What books did you enjoy as a child? Do you re-read them as an adult?

Space Suicide
03-07-2016, 01:37 PM
Scary Stories To Tell In The Dark (you know it)
Goodnight Moon (classic)
Where the Wild Things Are (classic)
The Troll Book (amazing illustrations, props if you know it)
Harry Potter series (duh)

eversonpoe
03-07-2016, 10:01 PM
things i vividly remember reading before i started high school:

Fahrenheit 451
The Martian Chronicles
Something Wicked This Way Comes
by Ray Bradbury

I, Robot
by Isaac Asimov

I Was A Teenage Fairy
Violet & Claire
The Weetzie Bat Books
by Francesca Lia Block

The Perks Of Being A Wallflower
by Stephen Chbosky

Brave New Girl
by Luisa Luna

Lost Souls
Drawing Blood
by Poppy Z. Brite

Interview With The Vampire
by Anne Rice

so a weird mix of classic sci-fi, teenage realism and/or fantasy with really heavy subject matter (sexual abuse), and vampire erotica. i was a weird kid.

ldopa
03-08-2016, 12:32 AM
shel silverstein!!!! i still randomly pick up his poems and 'the giving tree' to this day
'cloudy with a chance of meatballs' because of the crappy film, alot of kids don't even know it was a book first.
'the emperor's new clothes' even as a small child, i understood the humor and that book was hilarious to me.

in jr high and early high school, i was too busy fucking up...

late HS: all the staples: electric kool aid acid test, brave new world, one flew over the cuckoo's nest, catcher in the rye...etc.

post HS: I DISCOVERED HUNTER THOMPSON!!!

in my twenties i found zola and have been in love ever since.

as i posted, i just discovered jack london, i'm not interested in 'white fang' at all, i'm more interested in his california works.

Lew
03-20-2016, 03:07 PM
my favourite book(s) as a child were mary stuart's "the crystal cave" trilogy.
i re read them every few years.
also loved gordon korman books.
judy bloom.
tolkein.
dr.seuss.
shel silverstein.
sendak.

love love love the alligators all around/one was johnny/chicken soup with rice/pierre set of four.

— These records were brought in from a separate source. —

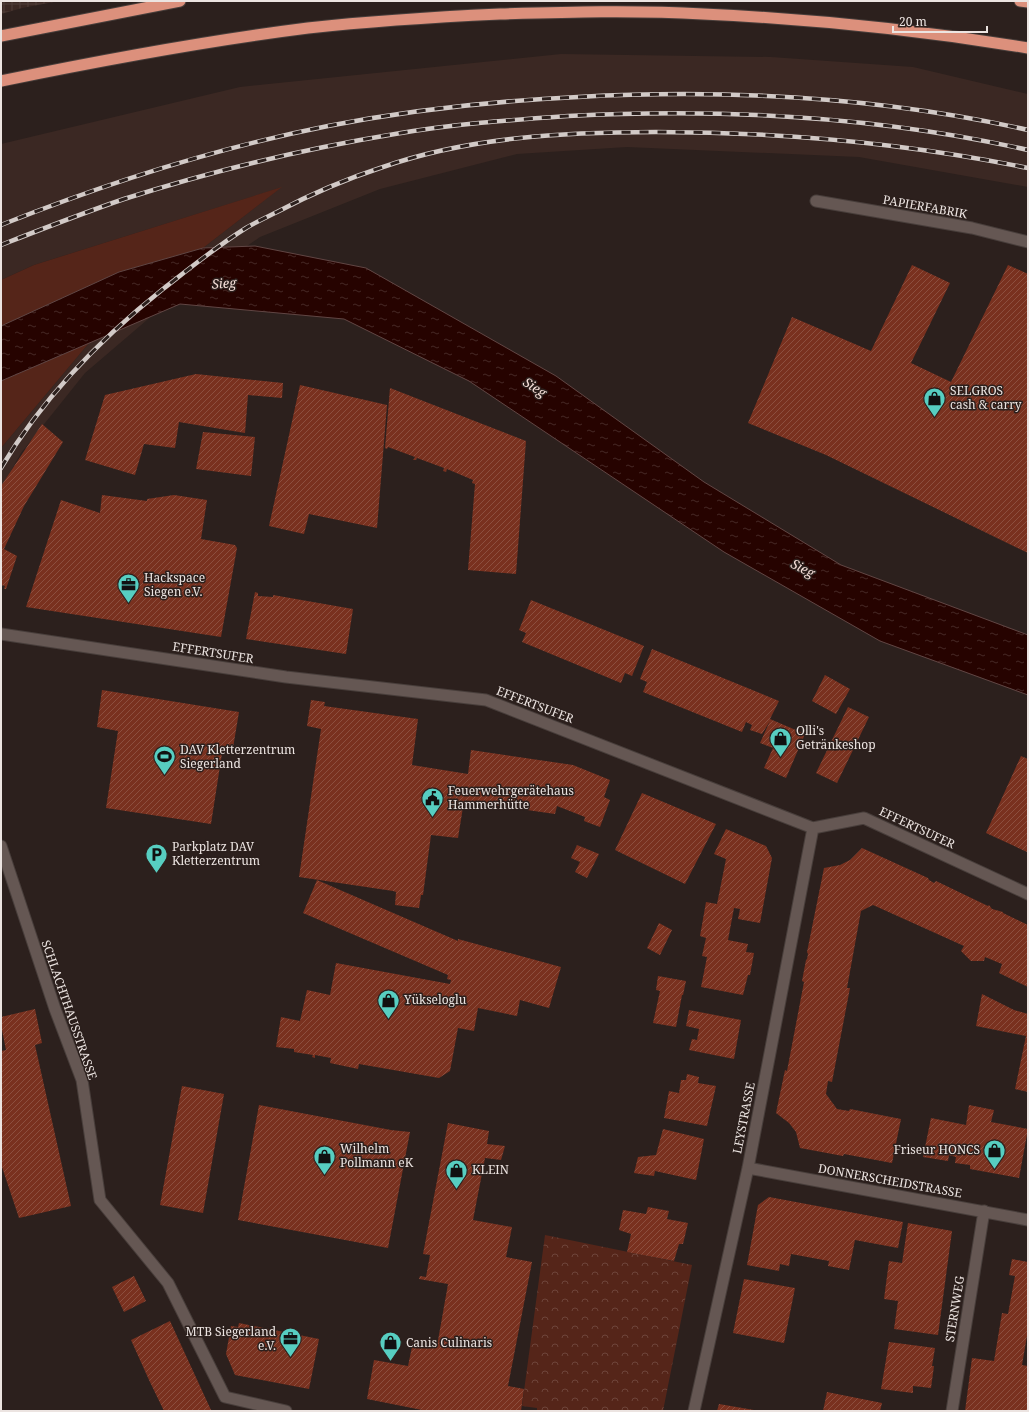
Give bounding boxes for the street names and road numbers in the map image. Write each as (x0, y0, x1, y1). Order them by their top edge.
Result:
street label: PAPIERFABRIK (882, 191, 969, 222)
street label: EFFERTSUFER (171, 638, 255, 667)
street label: EFFERTSUFER (494, 682, 576, 727)
street label: EFFERTSUFER (877, 803, 958, 853)
street label: SCHLACHTHAUSSTRASSE (38, 938, 101, 1082)
street label: LEYSTRASSE (728, 1081, 759, 1155)
street label: DONNERSCHEIDSTRASSE (817, 1159, 963, 1202)
street label: STERNWEG (941, 1274, 968, 1343)

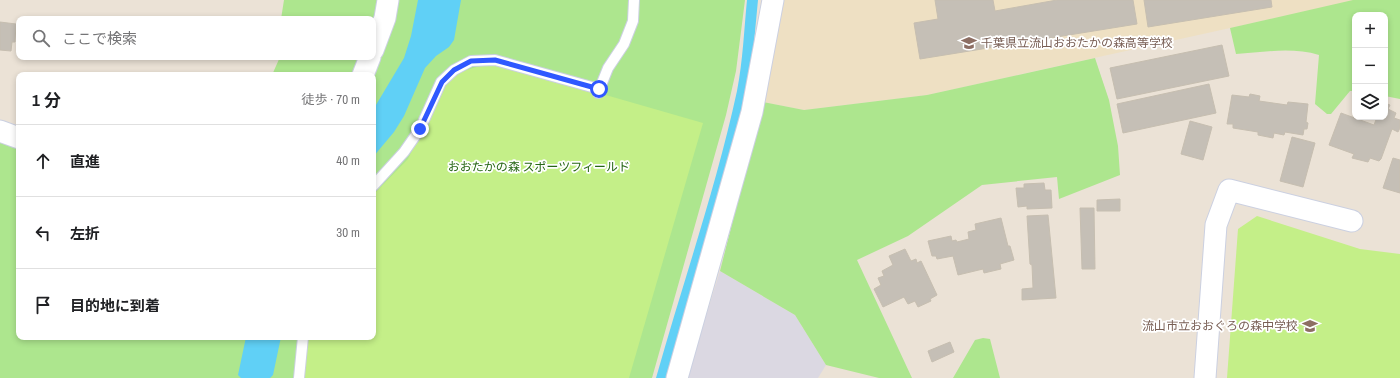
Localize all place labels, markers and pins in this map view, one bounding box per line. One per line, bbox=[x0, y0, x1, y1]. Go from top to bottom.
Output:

i love reading, period. i could be dropped on an isolated island for an infinite amount of time, and be fine if i had books. add music and i would choose to not leave. lol.

re reading some books with my kids was pretty awesome. plus they introduced me to some. :)
but you know which one makes me weep EVER time? the lorax. i can't read the "so unless someone cares a whole awful lot" onward without quavery voice.

wizfan
03-20-2016, 03:31 PM
I'm Greek, so I've read Greek books.

One that stuck with me was Ilias Venezis' Aeolian Earth (http://www.worldcat.org/title/aioliki-yi-the-aeolian-earth/oclc/8466904). I hope somebody will bust their ass open to translate it into English, so you guys can read it. There's stories in there that get me every time. Fucking tears, man.

kel
03-24-2016, 02:17 PM
anyone else who grew up in the late 80's remember a book called wait 'til helen comes?

eversonpoe
03-24-2016, 10:01 PM
anyone else who grew up in the late 80's remember a book called wait 'til helen comes?

sounds vaguely familiar.

kel
03-25-2016, 07:08 AM
it was a big deal in like 4th grade. everyone read it. there weren't a lot of "scary" books endorsed by scholastic back then.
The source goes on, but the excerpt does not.